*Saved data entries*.
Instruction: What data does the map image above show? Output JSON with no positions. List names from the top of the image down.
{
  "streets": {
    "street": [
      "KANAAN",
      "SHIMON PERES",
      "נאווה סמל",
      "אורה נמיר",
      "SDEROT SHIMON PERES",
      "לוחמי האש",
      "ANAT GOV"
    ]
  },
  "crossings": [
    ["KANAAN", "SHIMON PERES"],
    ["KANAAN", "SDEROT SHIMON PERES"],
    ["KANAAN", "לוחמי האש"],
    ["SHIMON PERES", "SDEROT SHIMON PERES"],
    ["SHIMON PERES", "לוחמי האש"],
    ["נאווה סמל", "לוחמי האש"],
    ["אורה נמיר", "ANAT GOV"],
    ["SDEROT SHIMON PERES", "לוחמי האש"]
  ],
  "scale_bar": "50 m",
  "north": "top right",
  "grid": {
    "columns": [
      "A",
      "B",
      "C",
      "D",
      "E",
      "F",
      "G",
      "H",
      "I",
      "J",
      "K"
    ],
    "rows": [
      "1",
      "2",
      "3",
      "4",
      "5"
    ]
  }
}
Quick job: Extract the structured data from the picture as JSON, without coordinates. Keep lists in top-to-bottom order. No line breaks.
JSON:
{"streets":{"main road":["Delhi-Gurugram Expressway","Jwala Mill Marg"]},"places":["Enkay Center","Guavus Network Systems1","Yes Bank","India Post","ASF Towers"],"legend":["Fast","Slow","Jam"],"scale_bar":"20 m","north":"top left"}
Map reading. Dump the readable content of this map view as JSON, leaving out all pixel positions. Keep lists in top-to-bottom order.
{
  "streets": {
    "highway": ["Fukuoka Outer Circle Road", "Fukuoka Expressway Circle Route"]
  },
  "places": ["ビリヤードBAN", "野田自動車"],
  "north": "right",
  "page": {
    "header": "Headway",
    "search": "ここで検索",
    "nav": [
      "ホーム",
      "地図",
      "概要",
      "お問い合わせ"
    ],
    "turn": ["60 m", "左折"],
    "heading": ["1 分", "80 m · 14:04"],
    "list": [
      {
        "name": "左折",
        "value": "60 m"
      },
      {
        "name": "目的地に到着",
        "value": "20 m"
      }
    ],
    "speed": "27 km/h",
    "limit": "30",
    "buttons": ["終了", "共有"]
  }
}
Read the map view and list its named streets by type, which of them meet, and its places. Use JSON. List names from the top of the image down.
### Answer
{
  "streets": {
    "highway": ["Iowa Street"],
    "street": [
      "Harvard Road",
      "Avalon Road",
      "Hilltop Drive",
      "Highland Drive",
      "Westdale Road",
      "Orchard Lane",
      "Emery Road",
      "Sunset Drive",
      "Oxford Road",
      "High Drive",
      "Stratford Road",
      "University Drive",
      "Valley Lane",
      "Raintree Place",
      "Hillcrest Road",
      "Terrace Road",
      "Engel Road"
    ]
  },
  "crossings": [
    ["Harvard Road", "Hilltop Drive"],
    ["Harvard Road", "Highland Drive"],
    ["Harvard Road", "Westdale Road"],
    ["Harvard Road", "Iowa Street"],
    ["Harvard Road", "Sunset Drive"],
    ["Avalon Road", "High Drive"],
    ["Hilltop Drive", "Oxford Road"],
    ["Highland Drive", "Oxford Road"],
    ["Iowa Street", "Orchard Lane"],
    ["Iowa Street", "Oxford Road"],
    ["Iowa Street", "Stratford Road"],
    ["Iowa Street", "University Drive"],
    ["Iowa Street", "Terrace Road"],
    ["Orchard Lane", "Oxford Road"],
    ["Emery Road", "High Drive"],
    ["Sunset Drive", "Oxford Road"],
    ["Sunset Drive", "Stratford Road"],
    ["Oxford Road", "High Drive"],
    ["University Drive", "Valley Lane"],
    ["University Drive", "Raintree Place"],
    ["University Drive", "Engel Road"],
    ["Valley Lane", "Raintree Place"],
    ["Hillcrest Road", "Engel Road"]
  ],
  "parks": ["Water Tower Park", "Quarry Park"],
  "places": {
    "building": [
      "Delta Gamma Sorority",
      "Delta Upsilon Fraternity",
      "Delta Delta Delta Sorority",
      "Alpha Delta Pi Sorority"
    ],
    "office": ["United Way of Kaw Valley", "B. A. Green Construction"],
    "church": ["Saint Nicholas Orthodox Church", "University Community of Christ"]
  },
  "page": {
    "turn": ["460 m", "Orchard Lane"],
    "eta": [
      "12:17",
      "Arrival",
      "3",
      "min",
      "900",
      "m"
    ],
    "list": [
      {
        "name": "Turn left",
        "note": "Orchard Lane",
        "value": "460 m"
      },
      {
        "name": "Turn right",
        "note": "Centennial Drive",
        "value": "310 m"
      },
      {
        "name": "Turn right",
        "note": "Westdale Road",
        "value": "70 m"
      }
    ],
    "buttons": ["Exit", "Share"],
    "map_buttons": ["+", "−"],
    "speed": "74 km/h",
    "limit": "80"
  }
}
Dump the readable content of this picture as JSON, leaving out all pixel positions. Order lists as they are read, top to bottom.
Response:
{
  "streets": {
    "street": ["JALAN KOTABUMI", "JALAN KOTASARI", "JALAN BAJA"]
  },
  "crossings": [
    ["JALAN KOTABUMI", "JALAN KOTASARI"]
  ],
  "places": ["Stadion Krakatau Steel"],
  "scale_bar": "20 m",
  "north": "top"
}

*ABOUT THIS EXERCISE*. Bring together all lines in the records where the word "PERES" is found.

*ANSWER FOR THIS EXERCISE*.
      "SHIMON PERES",
      "SDEROT SHIMON PERES",
    ["KANAAN", "SHIMON PERES"],
    ["KANAAN", "SDEROT SHIMON PERES"],
    ["SHIMON PERES", "SDEROT SHIMON PERES"],
    ["SHIMON PERES", "לוחמי האש"],
    ["SDEROT SHIMON PERES", "לוחמי האש"]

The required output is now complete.